## TASK PROMPT
Whenever a line contains the string "Turn", copy it out of the entries.

┏━━

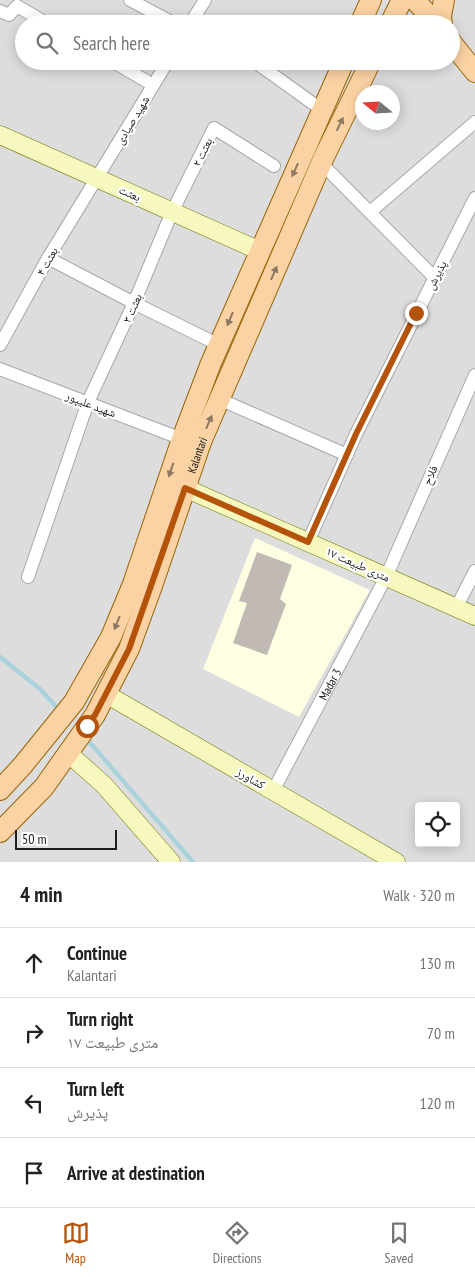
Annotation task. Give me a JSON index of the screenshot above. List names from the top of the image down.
{
  "streets": {
    "main road": ["Kalantari"],
    "street": [
      "شهید صیادی",
      "بعثت ۲",
      "بعثت",
      "بعثت ۴",
      "پذیرش",
      "بعثت ۳",
      "شهید علیپور",
      "فلاح",
      "۱۷ متری طبیعت",
      "Madar 3",
      "کشاورز"
    ]
  },
  "crossings": [
    ["شهید صیادی", "بعثت"],
    ["شهید صیادی", "بعثت ۴"],
    ["بعثت ۲", "بعثت"],
    ["بعثت ۲", "بعثت ۳"],
    ["بعثت", "بعثت ۴"],
    ["بعثت", "بعثت ۳"],
    ["بعثت", "Kalantari"],
    ["پذیرش", "۱۷ متری طبیعت"],
    ["بعثت ۳", "شهید علیپور"],
    ["شهید علیپور", "Kalantari"],
    ["Kalantari", "۱۷ متری طبیعت"],
    ["Kalantari", "کشاورز"],
    ["فلاح", "۱۷ متری طبیعت"],
    ["فلاح", "Madar 3"],
    ["۱۷ متری طبیعت", "Madar 3"],
    ["Madar 3", "کشاورز"]
  ],
  "scale_bar": "50 m",
  "north": "left",
  "page": {
    "search": "Search here",
    "scale": "50 m",
    "heading": ["4 min", "Walk · 320 m"],
    "list": [
      ["Continue", "Kalantari", "130 m"],
      ["Turn right", "۱۷ متری طبیعت", "70 m"],
      ["Turn left", "پذیرش", "120 m"],
      "Arrive at destination"
    ],
    "nav": ["Map", "Directions", "Saved"]
  }
}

┗━━

## RESPONSE TO THIS TASK
      ["Turn right", "۱۷ متری طبیعت", "70 m"],
      ["Turn left", "پذیرش", "120 m"],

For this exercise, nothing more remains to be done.